# Exercise objective
Print nothing beyond the line with "position:relative; width:1183px; height:1492px;": every line from the beginning of the data up to it, that line included, and no pictures.

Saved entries
────

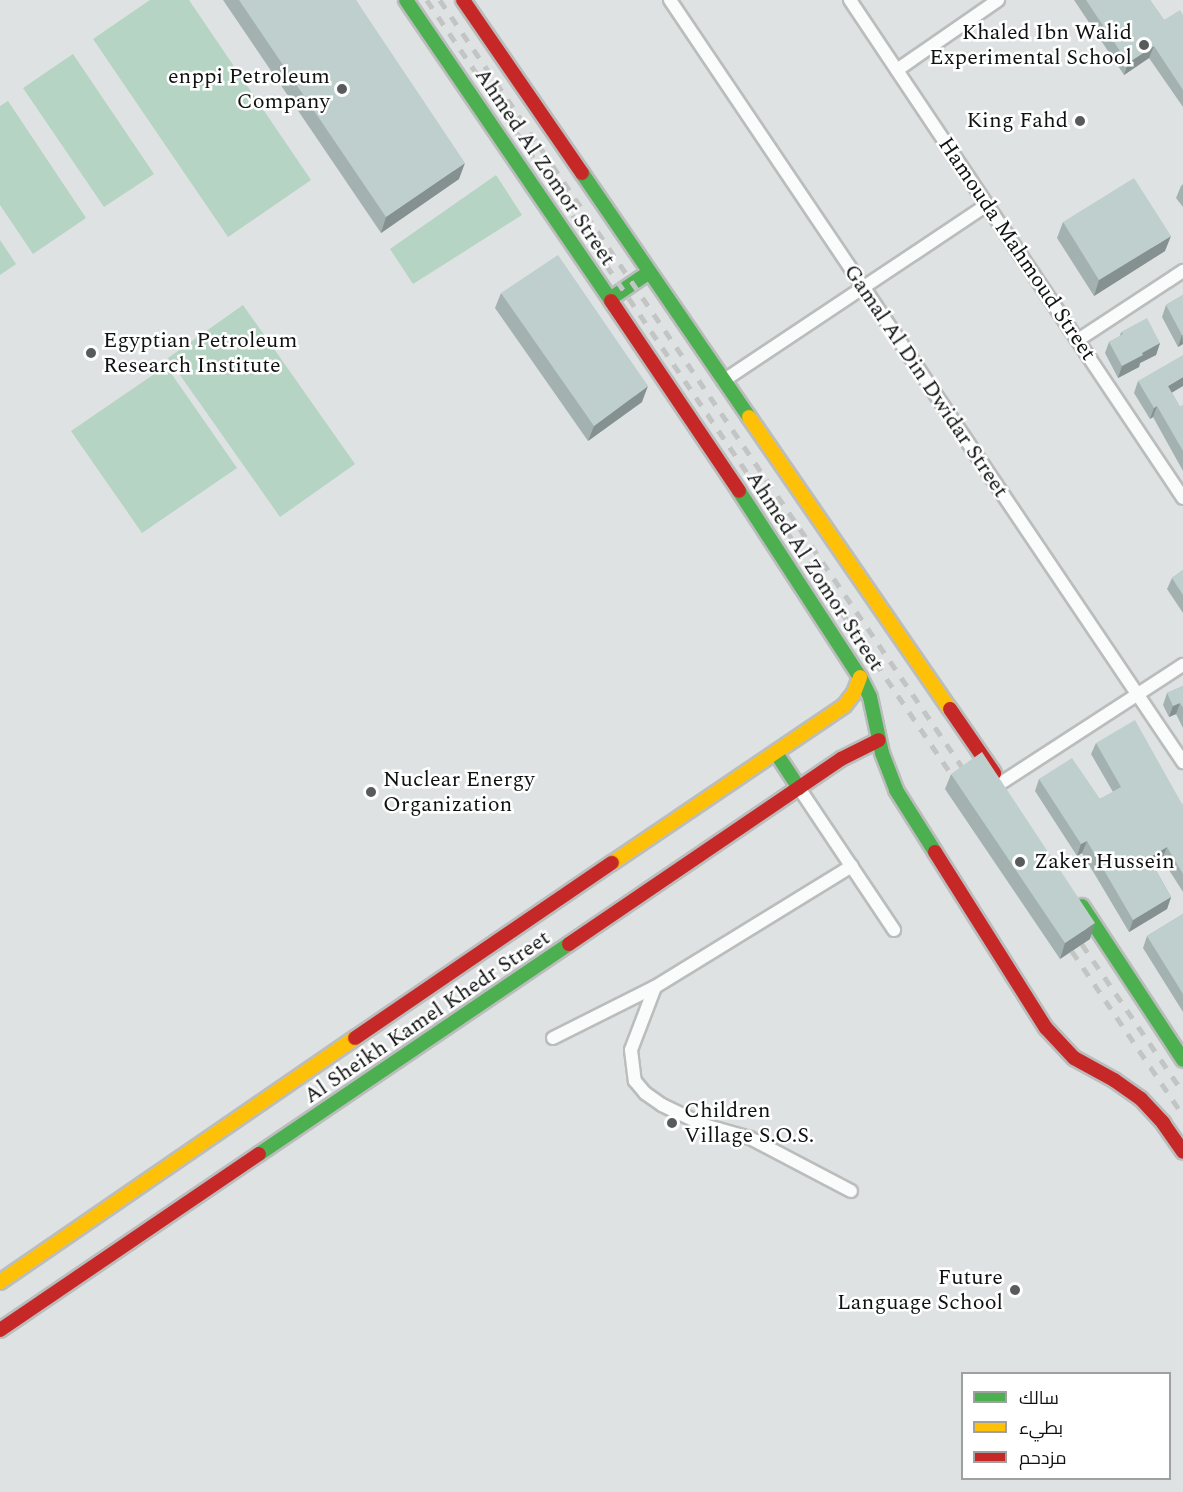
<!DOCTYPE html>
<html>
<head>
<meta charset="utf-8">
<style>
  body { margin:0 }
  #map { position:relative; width:1183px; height:1492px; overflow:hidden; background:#dfe2e3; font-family:Spectral,Cairo,serif }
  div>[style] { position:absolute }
  .green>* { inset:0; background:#b5d4c3 }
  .roads { filter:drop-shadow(2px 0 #bbbdbd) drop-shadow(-2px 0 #bbbdbd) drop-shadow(0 2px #bbbdbd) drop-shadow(0 -2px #bbbdbd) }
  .street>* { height:12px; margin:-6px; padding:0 6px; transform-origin:6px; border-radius:6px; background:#fafbfb }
  .fast>* { height:14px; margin:-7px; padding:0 7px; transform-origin:7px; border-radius:7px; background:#4caf50 }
  .slow>* { height:14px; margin:-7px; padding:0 7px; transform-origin:7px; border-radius:7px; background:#ffc107 }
  .jam>* { height:14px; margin:-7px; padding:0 7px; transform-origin:7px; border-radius:7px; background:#c62828 }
  .rail>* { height:4.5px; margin-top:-2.25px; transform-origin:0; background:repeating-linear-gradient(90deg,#c3c4c4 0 10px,transparent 0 20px) }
  .wall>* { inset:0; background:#a3b2b0 }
  .shaded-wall>* { inset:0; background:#859190 }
  .building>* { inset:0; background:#becfcd }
  .dots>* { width:16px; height:16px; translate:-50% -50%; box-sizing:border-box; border:3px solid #fff; border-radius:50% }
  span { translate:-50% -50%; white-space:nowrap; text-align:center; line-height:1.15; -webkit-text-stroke:5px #fff; paint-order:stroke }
  .poi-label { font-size:22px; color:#101212 }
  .right { translate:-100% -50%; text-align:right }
  .left { translate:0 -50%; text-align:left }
  .street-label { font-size:22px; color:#101212 }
  .legend { position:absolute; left:961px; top:1372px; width:210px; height:108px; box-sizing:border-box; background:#fff; border:2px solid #9fa0a0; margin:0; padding:8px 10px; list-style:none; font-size:18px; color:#101212 }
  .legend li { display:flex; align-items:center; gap:12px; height:30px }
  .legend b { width:30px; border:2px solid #9fa0a0 }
</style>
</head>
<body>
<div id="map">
  <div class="green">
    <div style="clip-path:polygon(150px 0,189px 0,311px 180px,228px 237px,93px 39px)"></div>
    <div style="clip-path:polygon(73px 54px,154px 174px,104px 207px,23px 88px)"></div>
    <div style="clip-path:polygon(8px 101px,86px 218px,33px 254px,0 205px,0 106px)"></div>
    <div style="clip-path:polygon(496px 175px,522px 215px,413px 284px,390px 249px)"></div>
    <div style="clip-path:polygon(0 240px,16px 264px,0 275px)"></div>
    <div style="clip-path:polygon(243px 305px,355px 464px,280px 517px,168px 358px)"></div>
    <div style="clip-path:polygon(166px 366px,237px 468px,142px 533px,71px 431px)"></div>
  </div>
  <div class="roads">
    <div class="street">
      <div style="left:670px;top:0;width:919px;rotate:56.05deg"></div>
      <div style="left:850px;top:0;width:599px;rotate:56.23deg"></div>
      <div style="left:897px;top:70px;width:123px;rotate:-34.7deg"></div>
      <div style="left:1078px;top:340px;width:126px;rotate:-33.3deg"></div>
      <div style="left:723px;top:381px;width:317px;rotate:-33.7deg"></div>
      <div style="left:1001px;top:783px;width:217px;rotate:-33deg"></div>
      <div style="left:799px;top:788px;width:171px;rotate:56.2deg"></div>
      <div style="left:655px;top:987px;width:67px;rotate:110.9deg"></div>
      <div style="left:631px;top:1050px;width:31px;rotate:83deg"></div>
      <div style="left:635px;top:1081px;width:16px;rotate:50deg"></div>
      <div style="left:645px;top:1093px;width:21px;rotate:35deg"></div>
      <div style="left:662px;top:1105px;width:47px;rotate:25.5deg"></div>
      <div style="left:704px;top:1125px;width:48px;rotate:15.8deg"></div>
      <div style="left:750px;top:1138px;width:114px;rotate:27.7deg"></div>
      <div style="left:553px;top:1038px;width:114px;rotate:-26.6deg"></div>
      <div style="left:655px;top:987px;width:231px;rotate:-31.6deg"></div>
    </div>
    <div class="fast">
      <div style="left:406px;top:0;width:364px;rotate:55.7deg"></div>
      <div style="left:582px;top:173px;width:296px;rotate:55.6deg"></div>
      <div style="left:610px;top:299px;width:46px;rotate:-34.4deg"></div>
      <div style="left:739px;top:491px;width:222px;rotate:57deg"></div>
      <div style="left:860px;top:677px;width:22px;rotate:63deg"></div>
      <div style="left:870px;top:697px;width:57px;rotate:77.9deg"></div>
      <div style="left:882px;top:753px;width:40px;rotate:69deg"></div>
      <div style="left:896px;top:790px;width:73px;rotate:57.8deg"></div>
      <div style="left:776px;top:753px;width:42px;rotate:56.7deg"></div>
      <div style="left:1082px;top:906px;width:184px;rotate:56.7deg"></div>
      <div style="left:259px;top:1154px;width:374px;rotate:-34.1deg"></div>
    </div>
    <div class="slow">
      <div style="left:749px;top:417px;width:354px;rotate:55.5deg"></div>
      <div style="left:612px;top:863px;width:280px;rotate:-34.1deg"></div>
      <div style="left:844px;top:706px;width:16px;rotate:-52deg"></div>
      <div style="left:854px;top:693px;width:17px;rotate:-69deg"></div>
      <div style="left:0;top:1282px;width:431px;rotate:-34.5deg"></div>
    </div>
    <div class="jam">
      <div style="left:463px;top:0;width:210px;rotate:55.5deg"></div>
      <div style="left:611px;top:301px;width:229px;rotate:56deg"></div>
      <div style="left:950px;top:709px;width:78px;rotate:55.5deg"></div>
      <div style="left:935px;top:852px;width:208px;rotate:57.8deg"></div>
      <div style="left:1046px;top:1028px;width:41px;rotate:47deg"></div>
      <div style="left:1074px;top:1058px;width:46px;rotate:28.8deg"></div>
      <div style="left:1114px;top:1080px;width:33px;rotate:35deg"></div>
      <div style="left:1141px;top:1099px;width:33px;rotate:47deg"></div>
      <div style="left:1163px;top:1123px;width:35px;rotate:55deg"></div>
      <div style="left:569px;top:944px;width:329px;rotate:-34.2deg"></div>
      <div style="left:841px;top:759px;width:42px;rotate:-26.6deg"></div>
      <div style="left:355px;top:1038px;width:311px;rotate:-34.3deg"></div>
      <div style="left:0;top:1330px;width:313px;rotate:-34.2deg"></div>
    </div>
  </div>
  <div class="rail">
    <div style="left:427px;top:0;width:943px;rotate:55.89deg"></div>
    <div style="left:440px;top:0;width:936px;rotate:55.75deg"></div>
    <div style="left:1082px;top:944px;width:179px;rotate:55.7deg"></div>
    <div style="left:1072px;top:951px;width:198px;rotate:55.9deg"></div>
  </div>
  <div class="wall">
    <div style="clip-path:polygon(223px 0,356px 0,459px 179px,381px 233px)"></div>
    <div style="clip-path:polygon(1074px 0,1150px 0,1164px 20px,1183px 15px,1183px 107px,1149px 58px,1124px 75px)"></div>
    <div style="clip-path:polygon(1183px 184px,1183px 207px,1176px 198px,1181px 186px)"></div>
    <div style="clip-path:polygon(1063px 222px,1165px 251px,1094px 296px,1057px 238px)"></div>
    <div style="clip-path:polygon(501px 293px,642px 402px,588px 441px,495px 308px)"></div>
    <div style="clip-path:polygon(1183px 295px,1183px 344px,1178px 347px,1162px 317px,1166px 305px)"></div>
    <div style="clip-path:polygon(1121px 332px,1160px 343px,1156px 355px,1140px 363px,1139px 367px,1118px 378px,1105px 353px,1109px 342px,1120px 336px)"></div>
    <div style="clip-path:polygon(1138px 381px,1172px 393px,1180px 407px,1183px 405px,1183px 471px,1153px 417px,1150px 419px,1134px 393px)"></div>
    <div style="clip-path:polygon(1183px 570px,1183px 613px,1167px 589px,1172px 578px)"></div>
    <div style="clip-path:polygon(1183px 686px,1183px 728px,1176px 714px,1169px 717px,1163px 705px,1167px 693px)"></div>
    <div style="clip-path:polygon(1096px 743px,1182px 804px,1183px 804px,1183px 892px,1162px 859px,1153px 865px,1171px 897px,1167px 909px,1129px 932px,1082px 853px,1077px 856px,1035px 791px,1039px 779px,1100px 799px,1113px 792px,1091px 754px)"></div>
    <div style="clip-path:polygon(951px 774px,1090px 939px,1060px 959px,945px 789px)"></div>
    <div style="clip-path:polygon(1183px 914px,1183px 1012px,1143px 948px,1147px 936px)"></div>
  </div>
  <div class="shaded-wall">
    <div style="clip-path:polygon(1154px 46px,1149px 58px,1124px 75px,1128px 63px)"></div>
    <div style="clip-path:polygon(465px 163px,459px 179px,381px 233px,386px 217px)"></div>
    <div style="clip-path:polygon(1171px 236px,1165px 251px,1094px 296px,1099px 280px)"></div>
    <div style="clip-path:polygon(1182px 335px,1183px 344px,1178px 347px)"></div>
    <div style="clip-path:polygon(1160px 343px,1156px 355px,1140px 363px,1139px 367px,1118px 378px,1122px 366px,1142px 353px)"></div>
    <div style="clip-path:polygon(1183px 377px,1183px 386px,1163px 398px,1168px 386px)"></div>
    <div style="clip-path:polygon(648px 386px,642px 402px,588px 441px,594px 426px)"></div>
    <div style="clip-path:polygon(1157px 406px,1153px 417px,1150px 419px,1154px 408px)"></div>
    <div style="clip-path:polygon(1180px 703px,1176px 714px,1169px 717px,1173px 706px)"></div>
    <div style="clip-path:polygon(1087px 841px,1082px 853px,1077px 856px,1081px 844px)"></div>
    <div style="clip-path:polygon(1167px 847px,1162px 859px,1144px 870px,1149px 858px)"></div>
    <div style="clip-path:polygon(1171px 897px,1167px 909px,1129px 932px,1133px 920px)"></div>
    <div style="clip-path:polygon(1095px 923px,1090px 939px,1060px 959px,1065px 943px)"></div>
  </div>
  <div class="building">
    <div style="clip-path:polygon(239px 0,356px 0,465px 163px,386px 217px)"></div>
    <div style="clip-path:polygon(1086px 0,1150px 0,1164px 20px,1180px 10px,1183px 15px,1183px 90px,1154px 46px,1128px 63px)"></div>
    <div style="clip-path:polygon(1134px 178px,1171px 236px,1099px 280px,1063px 222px)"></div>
    <div style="clip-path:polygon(558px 255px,648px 386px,594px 426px,501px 293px)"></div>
    <div style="clip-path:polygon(1183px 295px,1183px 335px,1182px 335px,1166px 305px)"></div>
    <div style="clip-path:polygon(1147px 318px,1160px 343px,1142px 353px,1143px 355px,1122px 366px,1109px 342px,1123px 334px,1121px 332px)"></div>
    <div style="clip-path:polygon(1183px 355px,1183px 377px,1168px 386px,1180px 407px,1183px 405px,1183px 451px,1157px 406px,1154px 408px,1138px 381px)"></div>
    <div style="clip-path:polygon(1183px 570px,1183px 595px,1172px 578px)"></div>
    <div style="clip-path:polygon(1183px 686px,1183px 708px,1180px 703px,1173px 706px,1167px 693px)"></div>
    <div style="clip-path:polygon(1135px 720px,1182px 804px,1183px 804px,1183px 874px,1167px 847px,1149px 858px,1171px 897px,1133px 920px,1087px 841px,1081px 844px,1039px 779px,1072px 758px,1100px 799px,1121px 787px,1096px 743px)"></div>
    <div style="clip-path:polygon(982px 752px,1095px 923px,1065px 943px,951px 774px)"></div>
    <div style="clip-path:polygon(1183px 914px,1183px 994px,1147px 936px)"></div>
  </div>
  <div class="dots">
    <div style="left:1144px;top:45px;background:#585b5b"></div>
    <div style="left:342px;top:89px;background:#585b5b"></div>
    <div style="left:1080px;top:121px;background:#585b5b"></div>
    <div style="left:91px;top:353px;background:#585b5b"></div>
    <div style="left:371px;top:792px;background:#585b5b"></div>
    <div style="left:1020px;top:862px;background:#585b5b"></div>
    <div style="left:672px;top:1123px;background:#585b5b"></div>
    <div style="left:1015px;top:1290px;background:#585b5b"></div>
  </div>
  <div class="poi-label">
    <span class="right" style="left:1132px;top:45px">Khaled Ibn Walid<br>Experimental School</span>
    <span class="right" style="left:330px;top:89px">enppi Petroleum<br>Company</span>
    <span class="right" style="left:1068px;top:121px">King Fahd</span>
    <span class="left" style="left:103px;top:353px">Egyptian Petroleum<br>Research Institute</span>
    <span class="left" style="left:383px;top:792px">Nuclear Energy<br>Organization</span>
    <span class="left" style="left:1034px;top:862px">Zaker Hussein</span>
    <span class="left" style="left:684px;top:1123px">Children<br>Village S.O.S.</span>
    <span class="right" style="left:1003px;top:1290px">Future<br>Language School</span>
  </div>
  <div class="street-label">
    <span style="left:545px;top:167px;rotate:56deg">Ahmed Al Zomor Street</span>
    <span style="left:1017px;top:249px;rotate:56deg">Hamouda Mahmoud Street</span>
    <span style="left:926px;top:381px;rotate:56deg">Gamal Al Din Dwidar Street</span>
    <span style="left:815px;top:571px;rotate:57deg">Ahmed Al Zomor Street</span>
    <span style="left:427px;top:1017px;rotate:-34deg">Al Sheikh Kamel Khedr Street</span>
  </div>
  <ul class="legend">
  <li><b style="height:8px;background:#4caf50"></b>سالك</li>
  <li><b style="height:8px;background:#ffc107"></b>بطيء</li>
  <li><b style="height:8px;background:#c62828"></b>مزدحم</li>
  </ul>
</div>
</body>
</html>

────

# Written response
<!DOCTYPE html>
<html>
<head>
<meta charset="utf-8">
<style>
  body { margin:0 }
  #map { position:relative; width:1183px; height:1492px; overflow:hidden; background:#dfe2e3; font-family:Spectral,Cairo,serif }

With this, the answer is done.